All dollar references are in U.S. dollars unless noted otherwise.
NEW YORK, October 29, 2008 – Brookfield Properties Corporation (BPO: NYSE, TSX) today announced that net income for the three months ended September 30, 2008 was $174 million or $0.44 per diluted share, compared to $3 million or nil per diluted share during the same period in 2007. The current period includes a $127 million net gain or $0.32 per share on the sale of a 50% interest in one property in Toronto, while the prior period included a $5 million net gain or $0.01 per share on the sale of two properties. The current period also includes a one-time net cost of $8 million or $0.02 per share as a result of the impact of the damage caused by Hurricane Ike. The prior period also included one-time transaction costs of $35 million or $0.09 per diluted share.
Funds from operations (“FFO”) was $152 million or $0.38 per diluted share for the three months ended September 30, 2008 compared with $146 million or $0.36 per diluted share during the same period in 2007. Excluding the impact of Hurricane Ike, FFO was $160 million or $0.40 per share.
Comparable commercial property net operating income for the third quarter of 2008 was $341 million, compared to $324 million during the third quarter of 2007. This excludes the impact of damage from Hurricane Ike which otherwise reduced commercial property net operating income to $328 million. Residential operations were stable and contributed $45 million of net operating income, compared with $43 million during the same period in 2007.
During the third quarter, Brookfield Properties leased 1.9 million square feet of space in its managed portfolio at an average net rent of $28.42 per square foot, which represents a 22% improvement over the average in-place net rent at the beginning of the quarter. The company’s managed-portfolio occupancy rate finished the quarter at 96.0%.
HIGHLIGHTS OF THE THIRD QUARTER
Completed a number of financings, including:
- Renewed $300 million corporate revolving credit facility with Brookfield Asset Management Inc. into 2010;
- Completed a bridge facility of C$300 million on Petro Canada Centre, Calgary, subsequent to the third quarter for a one year term, raising net proceeds of C$25 million at ownership. With the recent signing of a one million square foot lease, this asset will be permanently financed in 2009; and
- Extended or refinanced a further $155 million through 2009 and beyond, including a 12-year, 6.24% fixed rate refinancing of 22 Front Street, Toronto.
Closed on the disposition of a 50% interest in TD Canada Trust Tower for gross proceeds of C$425 million and a net gain of $127 million. The 51-story, 1.1-million-square-foot tower is part of the company’s 2.6-million-square-foot Brookfield Place office and retail complex in Toronto’s financial district.

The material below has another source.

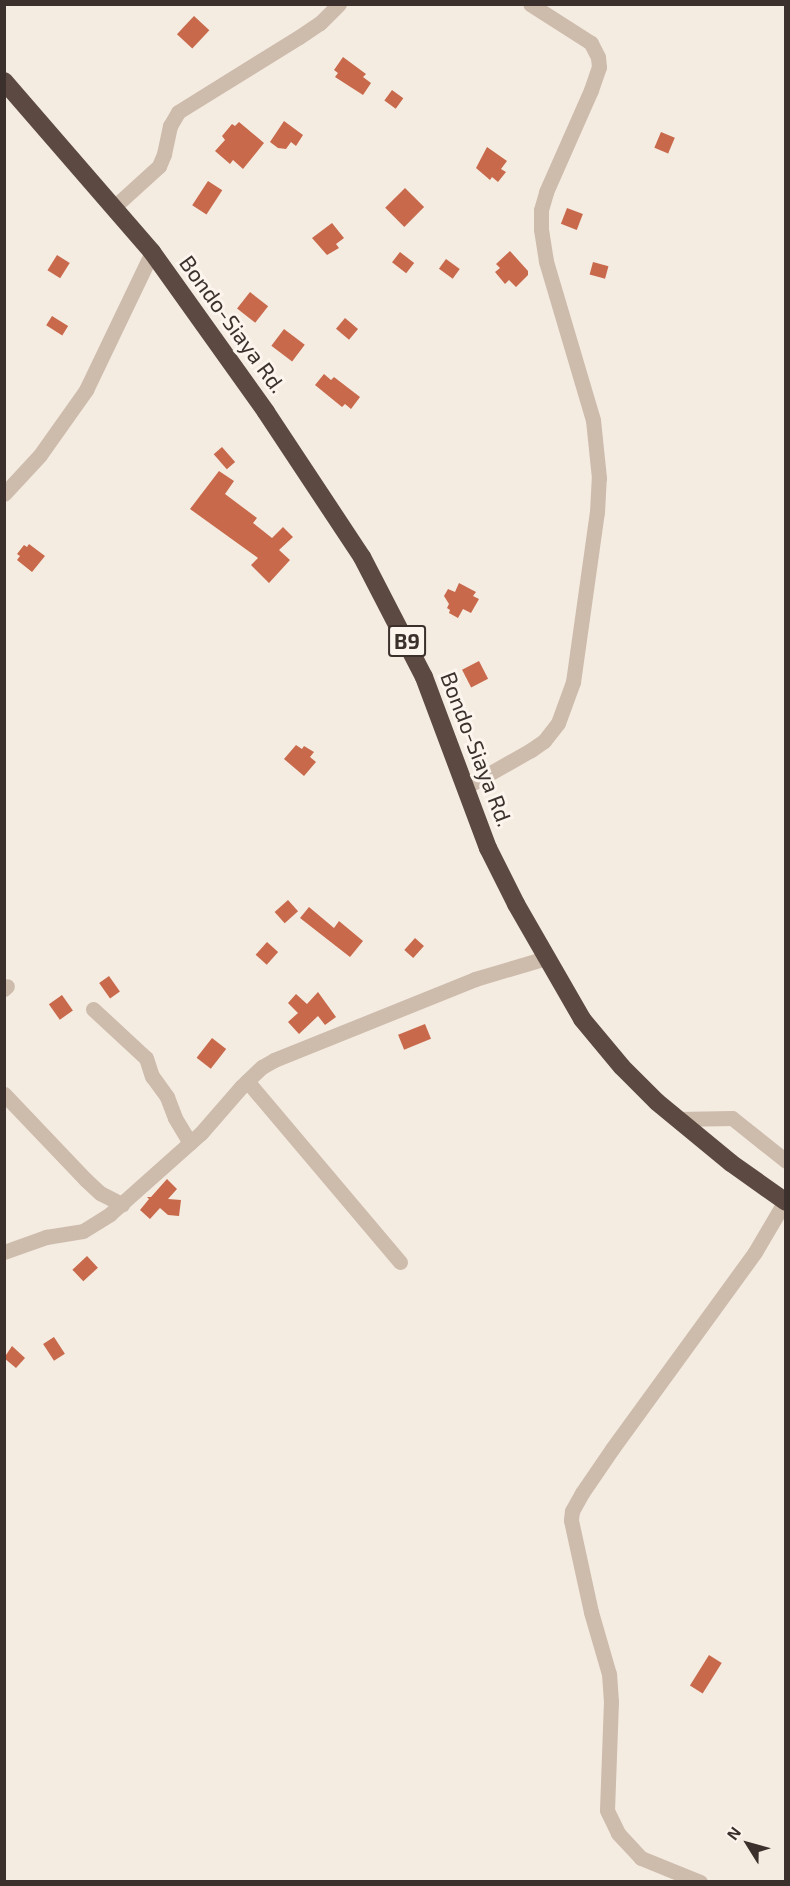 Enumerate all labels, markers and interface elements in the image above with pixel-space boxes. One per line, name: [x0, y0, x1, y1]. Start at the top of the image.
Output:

Sustained net $8 million of non-recoverable property losses to Houston assets from Hurricane Ike. Losses resulted from wind and water damage from compromised roofs and windows, and other associated collateral damage. Permanent or temporary clean-up and repairs have been completed. All properties have been reopened and are functioning normally.

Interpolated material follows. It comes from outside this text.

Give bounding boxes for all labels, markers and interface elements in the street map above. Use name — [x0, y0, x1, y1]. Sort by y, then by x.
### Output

Repurchased 1.269 million common shares during the quarter for a total of $22.3 million at an average price of $17.59 per share. Subsequent to the quarter, the company acquired a further 200,000 shares at an average price of $13.97. Since the inception of the company's normal course issuer bid in 1999, Brookfield Properties has invested $457.2 million, acquiring 38.2 million common shares at an average price of $11.96.
Advanced developments under construction:
- Bay Adelaide Centre, Toronto, was topped off on September 23; the project remains on schedule for Q3 2009 completion and is 72% leased;
- Bankers Court, Calgary, which is 100% leased, was topped off on September 5. Curtain wall installation is nearing completion;
- Two Reston Crescent, Virginia, received its Certificate of Occupancy subsequent to the third quarter;
- 77 K Street, Washington, DC, was completed in the third quarter;
- 1225 Connecticut Ave., Washington, DC, curtain wall was completed and mechanical equipment and electrical switchboards installed; substantial completion is expected in the fourth quarter 2008; and
- Manhattan West, New York, continued early works on the railroad track bed in preparation for caisson installation.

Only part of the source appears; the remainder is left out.